From the beginning of the Brotherhood's formation in 1848, their pieces of art included subjects of noble or religious disposition. Their aim was to communicate a message of "moral reform" through the style of their works, exhibiting a "truth to nature". Specifically in Rossetti's "Hand and Soul," written in 1849, he displays his main character Chiaro as an artist with spiritual inclinations. In the text, Chiaro's spirit appears before him in the form of a woman who instructs him to "set thine hand and thy soul to serve man with God." The Rossetti Archive defines this text as "Rossetti's way of constellating his commitments to art, religious devotion, and a thoroughly secular historicism." Likewise, in "The Blessed Damozel," written between 1847 and 1870, Rossetti uses biblical language such as "From the gold bar of Heaven" to describe the Damozel looking down to Earth from Heaven. Here we see a connection between body and soul, mortal and supernatural, a common theme in Rossetti's works. In "Ave" (1847), Mary awaits the day that she will meet her son in Heaven, uniting the earthly with the heavenly. The text highlights a strong element in Anglican Marian theology that describes Mary's body and soul having been assumed into Heaven. William Michael Rossetti, his brother, wrote in 1895: "He was never confirmed, professed no religious faith, and practised no regular religious observances; but he had ... sufficient sympathy with the abstract ideas and the venerable forms of Christianity to go occasionally to an Anglican church — very occasionally, and only as the inclination ruled him."

A new direction

Around 1860, Rossetti returned to oil painting, abandoning the dense medieval compositions of the 1850s in favour of powerful close-up images of women in flat pictorial spaces characterised by dense colour. These paintings became a major influence on the development of the European Symbolist movement. In them, Rossetti's depiction of women became almost obsessively stylised. He portrayed his new lover Fanny Cornforth as the epitome of physical eroticism, whilst Jane Burden, the wife of his business partner William Morris, was glamorised as an ethereal goddess. "As in Rossetti's previous reforms, the new kind of subject appeared in the context of a wholesale reconfiguration of the practice of painting, from the most basic level of materials and techniques up to the most abstract or conceptual level of the meanings and ideas that can be embodied in visual form."  These new works were based not on medievalism, but on the Italian High Renaissance artists of Venice, Titian and Veronese.

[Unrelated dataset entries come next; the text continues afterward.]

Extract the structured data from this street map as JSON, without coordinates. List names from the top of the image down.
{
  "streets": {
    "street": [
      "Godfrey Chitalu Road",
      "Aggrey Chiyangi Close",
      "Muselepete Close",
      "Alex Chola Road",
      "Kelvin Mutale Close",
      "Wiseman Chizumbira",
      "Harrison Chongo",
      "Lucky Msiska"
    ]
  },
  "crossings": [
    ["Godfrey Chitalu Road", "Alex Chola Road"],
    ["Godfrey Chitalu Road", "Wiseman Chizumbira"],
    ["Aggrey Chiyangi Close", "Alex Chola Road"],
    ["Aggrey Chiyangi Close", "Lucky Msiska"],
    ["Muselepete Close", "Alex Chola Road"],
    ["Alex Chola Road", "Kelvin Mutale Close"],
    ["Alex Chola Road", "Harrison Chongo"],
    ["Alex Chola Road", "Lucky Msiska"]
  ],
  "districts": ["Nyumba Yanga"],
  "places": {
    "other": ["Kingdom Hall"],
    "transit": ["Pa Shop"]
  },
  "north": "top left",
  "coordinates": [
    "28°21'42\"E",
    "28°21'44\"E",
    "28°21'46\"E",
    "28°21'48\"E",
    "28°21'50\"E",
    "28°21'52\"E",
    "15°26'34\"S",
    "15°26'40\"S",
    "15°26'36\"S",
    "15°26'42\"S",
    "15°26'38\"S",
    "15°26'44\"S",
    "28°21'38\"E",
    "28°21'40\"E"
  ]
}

In 1861, Rossetti became a founding partner in the decorative arts firm, Morris, Marshall, Faulkner & Co. with Morris, Burne-Jones, Ford Madox Brown, Philip Webb, Charles Faulkner and Peter Paul Marshall. Rossetti contributed designs for stained glass and other decorative objects.

Rossetti's wife, Elizabeth, died of an overdose of laudanum in 1862, possibly a suicide, shortly after giving birth to a stillborn child. Rossetti became increasingly depressed, and on the death of his beloved Lizzie, buried the bulk of his unpublished poems with her at Highgate Cemetery, though he later had them dug up. He idealised her image as Dante's Beatrice in a number of paintings, such as Beata Beatrix.

Cheyne Walk years

After the death of his wife, Rossetti leased a Tudor House at 16, Cheyne Walk, in Chelsea, where he lived for 20 years surrounded by extravagant furnishings and a parade of exotic birds and animals. Rossetti was fascinated with wombats, asking friends to meet him at the "Wombat's Lair" at the London Zoo in Regent's Park, and spending hours there. In September 1869, he acquired the first of two pet wombats, which he named "Top". It was brought to the dinner table and allowed to sleep in the large centrepiece during meals. Rossetti's fascination with exotic animals continued throughout his life, culminating in the purchase of a llama and a toucan, which he dressed in a cowboy hat and trained to ride the llama round the dining-table for his amusement.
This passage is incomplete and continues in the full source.